17| He Makes Me Laugh

33.2K 4.7K 5K
                                    

Paduan harum garam laut dan hutan membelai hidungku.

Bau tubuh Jeon meruap sebelum aku membuka mata. Wanginya berada di luar kepalaku namun melekat diingatan. Tetapi aku tak mengerti mengapa aromanya begitu pekat. Padahal tadi malam kami tidur terpisah.

Aku memilih tidak tidur bersamanya—di kamarnya, dan aku tahu inilah kesepakatan terbaik saat kembali ke kamarku. Kamar yang kupakai sebelum semuanya berbeda untuk kami. Kamar ini baru kutinggal dua malam, tapi rasanya sudah sangat lama. Toh, pakaian dan segala perlengkapanku masih tertinggal di kamar ini.

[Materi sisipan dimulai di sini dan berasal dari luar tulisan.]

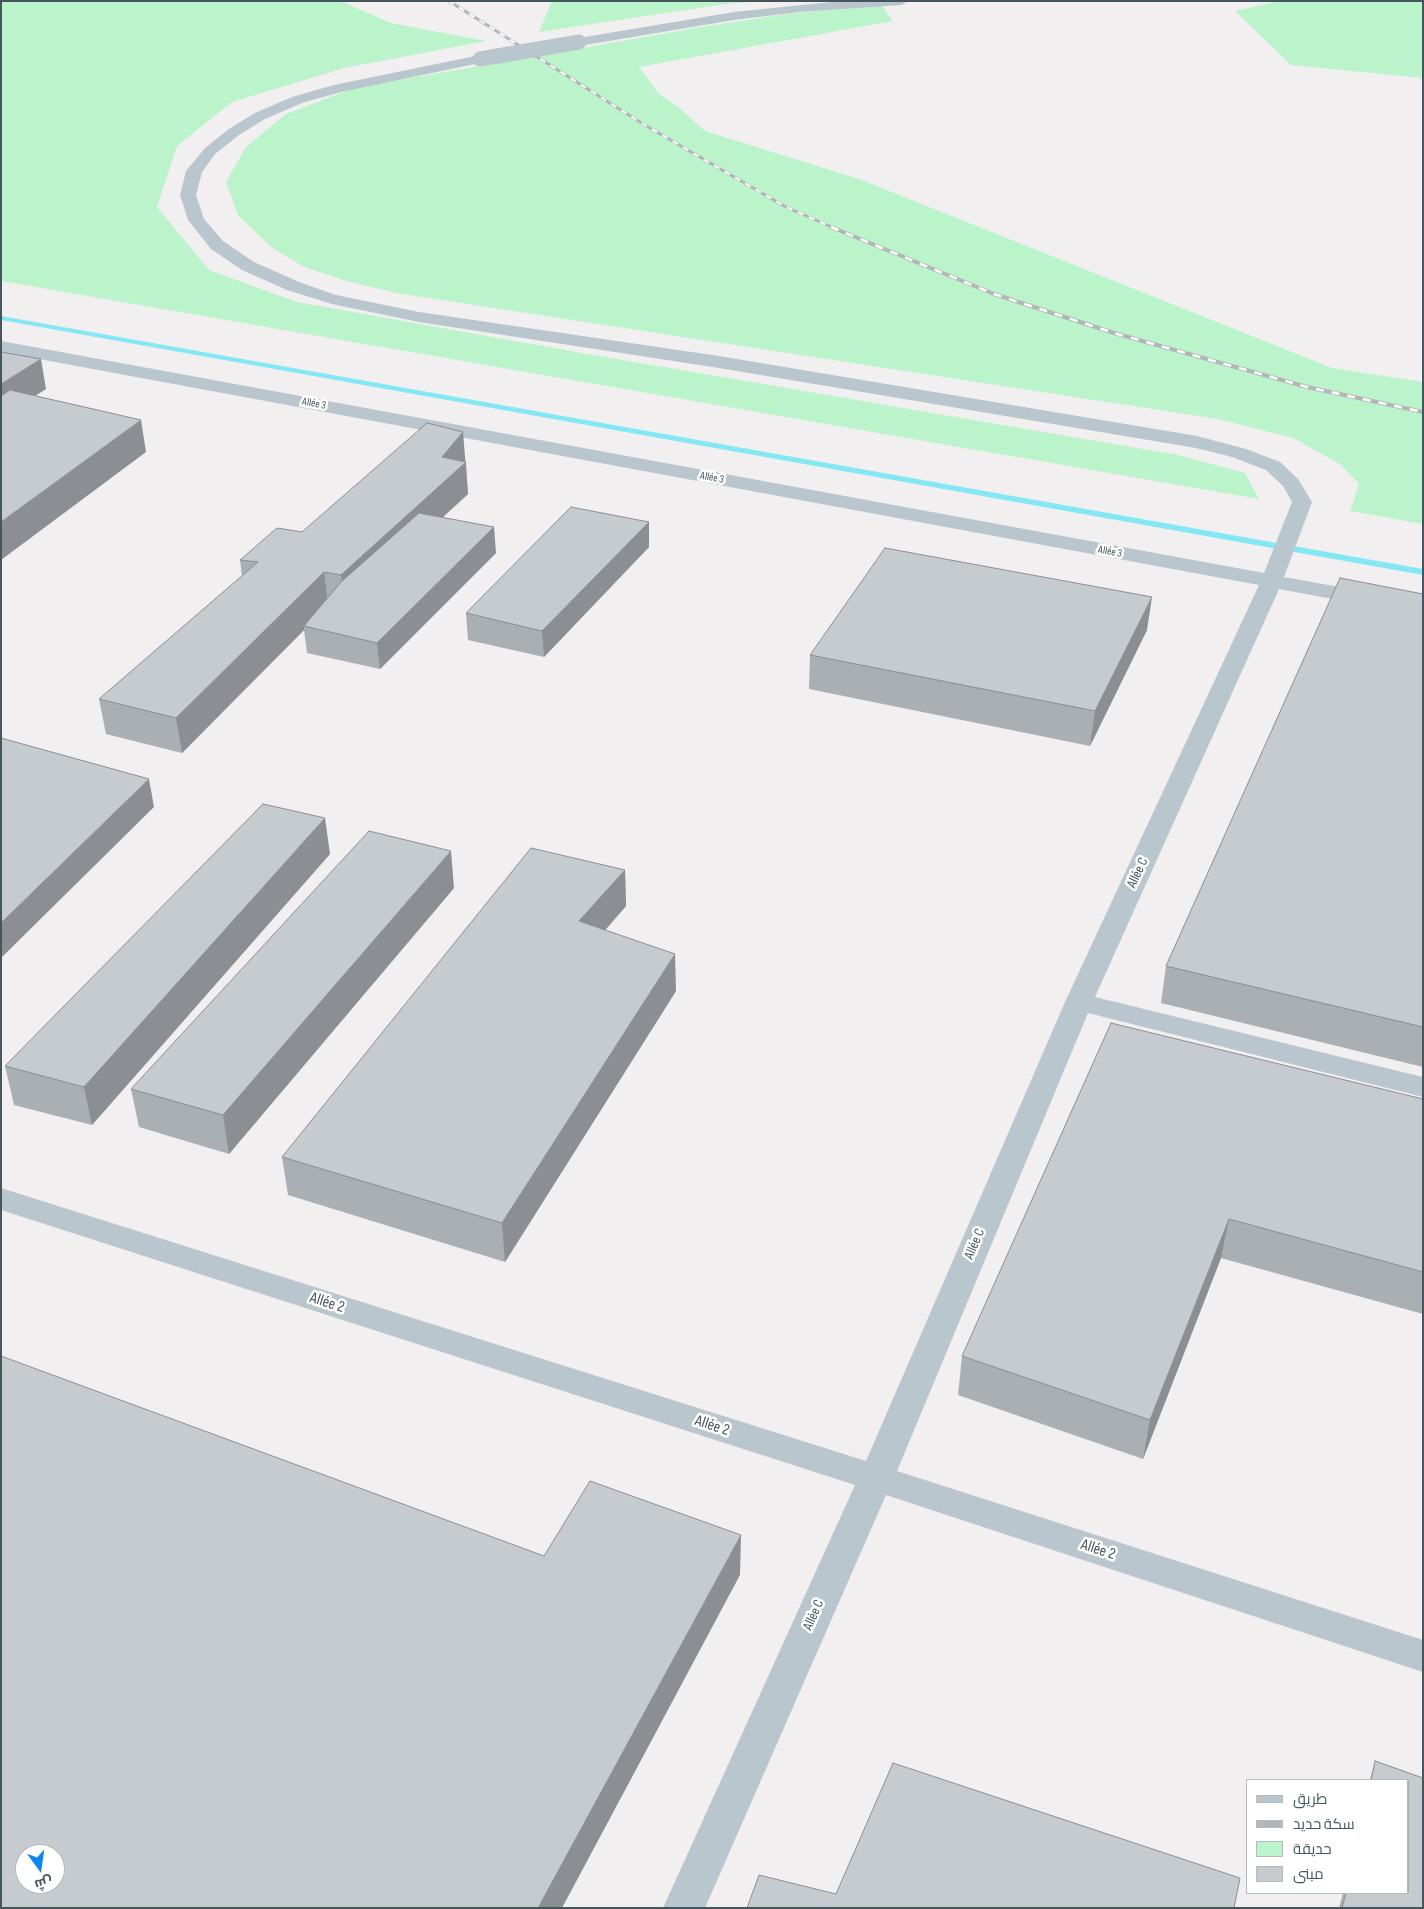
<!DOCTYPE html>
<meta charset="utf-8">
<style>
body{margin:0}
#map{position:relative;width:1424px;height:1909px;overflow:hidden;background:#f2eff0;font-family:"Sofia Sans Condensed",Cairo,sans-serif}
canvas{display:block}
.frame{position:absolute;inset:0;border:2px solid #46565f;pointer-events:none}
.legend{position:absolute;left:1246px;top:1779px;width:162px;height:115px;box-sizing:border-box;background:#fff;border:1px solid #b5bbbf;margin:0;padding:6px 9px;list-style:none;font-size:15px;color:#46565f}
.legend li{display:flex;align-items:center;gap:10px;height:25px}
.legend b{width:25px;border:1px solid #b5bbbf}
.north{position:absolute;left:15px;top:1844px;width:50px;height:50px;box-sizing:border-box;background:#fff;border:1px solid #b5bbbf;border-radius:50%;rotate:166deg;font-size:14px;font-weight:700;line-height:20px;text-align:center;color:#46565f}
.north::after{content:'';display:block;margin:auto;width:18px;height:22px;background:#0987f2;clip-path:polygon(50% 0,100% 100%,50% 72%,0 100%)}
</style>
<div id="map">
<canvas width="1424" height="1909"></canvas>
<div class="frame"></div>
<ul class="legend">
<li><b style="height:6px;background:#bac6ce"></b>طريق</li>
<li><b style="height:6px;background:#b1b6bb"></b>سكة حديد</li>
<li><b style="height:14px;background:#bbf3cb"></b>حديقة</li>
<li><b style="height:14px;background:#c6cbd0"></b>مبنى</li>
</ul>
<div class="north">ش</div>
</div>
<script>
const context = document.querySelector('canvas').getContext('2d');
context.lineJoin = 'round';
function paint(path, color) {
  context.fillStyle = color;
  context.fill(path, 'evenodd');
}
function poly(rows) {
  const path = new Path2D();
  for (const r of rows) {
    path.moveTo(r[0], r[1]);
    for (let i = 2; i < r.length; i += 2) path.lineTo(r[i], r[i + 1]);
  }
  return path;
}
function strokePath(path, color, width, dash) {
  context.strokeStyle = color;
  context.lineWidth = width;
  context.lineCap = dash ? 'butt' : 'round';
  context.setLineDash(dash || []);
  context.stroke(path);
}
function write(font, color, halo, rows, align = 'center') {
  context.font = font + ' "Sofia Sans Condensed",sans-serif';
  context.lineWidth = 5;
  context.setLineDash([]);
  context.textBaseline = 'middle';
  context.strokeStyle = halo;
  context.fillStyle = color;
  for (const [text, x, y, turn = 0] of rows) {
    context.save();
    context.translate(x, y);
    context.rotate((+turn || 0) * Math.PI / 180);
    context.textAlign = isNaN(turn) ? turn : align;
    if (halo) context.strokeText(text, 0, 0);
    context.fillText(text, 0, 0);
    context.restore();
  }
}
const green = poly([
 [1,1,340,1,391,23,486,41,344,68,232,102,177,146,157,207,209,270,297,302,582,353,1178,455,1245,473,1259,499,1,281],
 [552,1,762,1,726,4,539,32],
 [1279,1,1423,1,1423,78,1291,65,1235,11],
 [882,6,893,21,639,67,658,93,679,108,705,131,859,179,1332,368,1423,382,1423,524,1350,511,1359,484,1340,464,1293,438,1218,419,396,293,347,281,304,267,271,247,238,215,226,182,246,147,286,114,354,88,707,26,795,13]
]);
const stream = poly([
 [1,316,1423,569,1423,575,1,320,1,316]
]);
const minor = poly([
 [841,1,908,1,902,5,800,12,734,20,579,46,572,42,579,38,734,12,841,1],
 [480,55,485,56,487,59,485,62,341,92,302,103,265,119,239,135,215,154,202,172,196,195,204,219,223,241,254,262,299,282,336,295,419,312,719,356,1197,436,1246,449,1280,462,1298,479,1312,502,1284,577,1423,602,1423,616,1279,589,1095,997,1423,1077,1423,1097,1088,1013,897,1471,1423,1640,1423,1672,886,1495,705,1908,663,1908,855,1485,1,1210,1,1188,866,1461,1065,1002,1259,585,1,352,1,341,1264,573,1292,502,1283,486,1266,470,1232,457,1196,448,719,368,419,322,332,304,287,290,242,270,211,249,188,220,180,195,186,171,205,148,229,129,255,113,292,97,334,85,480,55]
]);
const railFar1 = poly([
 [449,1,643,124,786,207,834,228]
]);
const rail = poly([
 [831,227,994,294,1114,333,1307,387,1423,412]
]);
const minorBridge = poly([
 [480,59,579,42]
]);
const wall = poly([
 [465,462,466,462,468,494,443,517,496,553,380,669,307,653,304,630,182,753,106,734,99,699,242,576,240,560,302,532],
 [649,522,649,547,544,657,468,640,466,613],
 [1423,594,1423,1067,1161,1003,1166,966],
 [1147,630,1090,746,809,689,810,655],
 [330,854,92,1125,14,1105,5,1066],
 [625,870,626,906,605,930,676,991,505,1262,288,1195,282,1157],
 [454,888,229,1154,139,1127,131,1089],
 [1423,1099,1423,1314,1221,1258,1143,1459,958,1395,962,1356],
 [1375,1761,1423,1778,1423,1908,1339,1908,1343,1893,1408,1893,1408,1780,1370,1780]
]);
const shadedWall = poly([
 [41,359,46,389,1,418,1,384],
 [141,420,146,452,1,560,1,522],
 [463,432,468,494,344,608,341,575],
 [649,522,649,547,544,657,542,631],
 [494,527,496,553,380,669,377,643],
 [324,572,328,605,304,626,304,630,182,753,176,718],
 [1152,597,1147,630,1090,746,1095,711],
 [149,779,154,807,1,958,1,923],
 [325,818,330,854,92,1125,84,1087],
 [451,851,454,888,229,1154,223,1115],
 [625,870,626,906,581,958,579,921],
 [675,954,676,991,505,1262,502,1223],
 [1229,1219,1221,1258,1143,1459,1150,1420],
 [741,1535,740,1575,562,1908,538,1908]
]);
const building = poly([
 [1,352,41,359,1,384,1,352],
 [10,390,141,420,1,522,1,396,10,390],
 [427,423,463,432,442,457,466,462,341,575,324,572,176,718,99,699,258,562,240,560,277,528,302,532,427,423],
 [571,507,649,522,542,631,466,613,571,507],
 [419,513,494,527,377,643,304,626,341,582,419,513],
 [885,548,1152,597,1095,711,810,655,885,548],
 [1340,578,1423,594,1423,1027,1166,966,1340,578],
 [1,738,149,779,1,923,1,738],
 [263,804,325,818,84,1087,5,1066,263,804],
 [369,831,451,851,223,1115,131,1089,369,831],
 [531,848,625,870,579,921,675,954,502,1223,282,1157,531,848],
 [1111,1023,1423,1099,1423,1272,1229,1219,1150,1420,962,1356,1111,1023],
 [1,1356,544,1556,590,1481,741,1535,538,1908,1,1908,1,1356],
 [25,1854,55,1854,55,1884,25,1884,25,1854],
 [1375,1761,1423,1778,1423,1908,1342,1908,1346,1893,1408,1893,1408,1780,1371,1780,1375,1761],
 [893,1763,1240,1878,1234,1908,747,1908,759,1875,836,1894,893,1763]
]);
const farStreetnames = [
 ["Allée 3",314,404,11],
 ["Allée 3",712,478,11],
 ["Allée 3",1110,552,11]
];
const streetNames = [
 ["Allée C",1138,873,-65],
 ["Allée C",975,1244,-67],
 ["Allée C",814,1615,-66]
];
const nearStreetnames = [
 ["Allée 2",327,1303,18],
 ["Allée 2",712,1426,18],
 ["Allée 2",1098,1550,18]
];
paint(green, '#bbf3cb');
paint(stream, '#84e8f4');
paint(minor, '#bac6ce');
strokePath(railFar1, '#b1b6bb', 3);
strokePath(rail, '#b1b6bb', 4);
strokePath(railFar1, '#fff', 2, [6]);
strokePath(rail, '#fff', 2.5, [8]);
strokePath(minorBridge, '#bac6ce', 15);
paint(wall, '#aaafb3');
paint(shadedWall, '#8b8e92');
paint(building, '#c6cbd0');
strokePath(building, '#8b8e92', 1);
write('11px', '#46565f', '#fff', farStreetnames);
write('14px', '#46565f', '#fff', streetNames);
write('16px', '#46565f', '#fff', nearStreetnames);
</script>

Infantil; terlalu kekanakan. Kusadari sikapku tadi malam agak menyebalkan. Tetapi Jeon dan segala pekerjaan sialannya lebih menyebalkan. Oh, apa barusan aku mengumpat?

Sialnya, aroma menyenangkan ini belum kunjung pergi. Aku masih bertahan menutup mata. Kepalaku lebih ringan setelah menangis semalaman. Entah jam berapa aku terjaga hingga lelah. Selain itu, aku terlalu ngeri membayangkan kasurku kosong tanpa Jeon.

Baru dua kali, tapi pelukan Jeon di ranjangnya membuatku kecanduan.

Aku menarik napas tersumbat dan meluruskan punggungku di kasur. Mataku berhasil terbuka dan langsung memusatkanku pada langit kamar. Sejenak aku menutup mata dan ketika badanku berbalik betapa terkejutnya aku.

Jeon tertidur pulas di samping kiriku. Dia berbaring miring. Siku kanannya dipakai sebagai penyangga. Sangat lama, kuperhatikan wajahnya dengan muka syok.

Mengangkat sedikit kepala dari bantal, kulihat pintu yang tertutup rapat, dan meletakkan kembali kepalaku pelan-pelan.

Apakah kemunculan Jeon di kasurku kesalahan proyeksi mata akibat terlalu rindu?

Kapan Jeon masuk?

Tetapi kemarahanku tidak seburuk semalam. Aku membuka selimut dan membagi ke tubuhnya. Kepalaku beringsut mendekat tanpa menimbulkan banyak gerakan. Aku terdiam menikmati bunyi napasnya. Tarikan dan embusan napas Jeon serupa desingan orang pilek. Aku menerka-nerka hidungnya tersumbat. Mungkin pilek sakit atau bisa jadi pilek sehabis menangis.

Secara naluriah, telunjukku mengetuk ringan bibirnya yang sedikit terbuka. "Mengapa mulut ini sulit sekali bicara?" bisikku. "Bicara. Aku mau dengar banyak suaramu."

Aku menatapnya yang tidak bergerak sedikit pun. Kembali kuketuk bibirnya tanpa menekan. "Jangan kerja terus." Kata-kata itu kutahu sulit diucapkan ketika Jeon terbangun.

Aku menarik napas yang tersendat. "Rinduku ini buruk sekali, tahu."

Jeon tetap pulas selama aku bicara. Kupandangi apa yang bisa kuamati seperinci wajahnya. Hanya memikirkan dia ada di sampingku cukup membuatku menerima, bahkan memaklumi sikap Jeon yang sulit ditafsirkan.

"Hei Koch, nanti kalau aku hamil, kau harus lebih sering memberiku perhatian, oke."

Setelah bilang begitu, ingin sekali aku mencubit bibirnya keras-keras, tapi aku menahan diri supaya dia tidak bangun mendadak.

Gemas, jengkel, dan sedih, semua kalut-malut dalam benakku. Aku tidak sanggup memilih perasaan macam apa yang paling dominan.

Beginikah? Beginikah perasaan istrinya dua tahun lalu sebelum wanita itu pergi?

Semuanya ternyata serumit ini. Belum pernah aku dikacaukan pria sebegini hebatnya. Dua kali berkencan, satu kali patah hati, semuanya tidak sama dengan apa yang Jeon perbuat padaku. Seperti bocah ingusan yg baru memahami kejamnya cinta, begitulah kondisiku sekarang.


***

"Jadi, maksud kedatanganmu pagi ini agar bisa kabur dari suamimu?"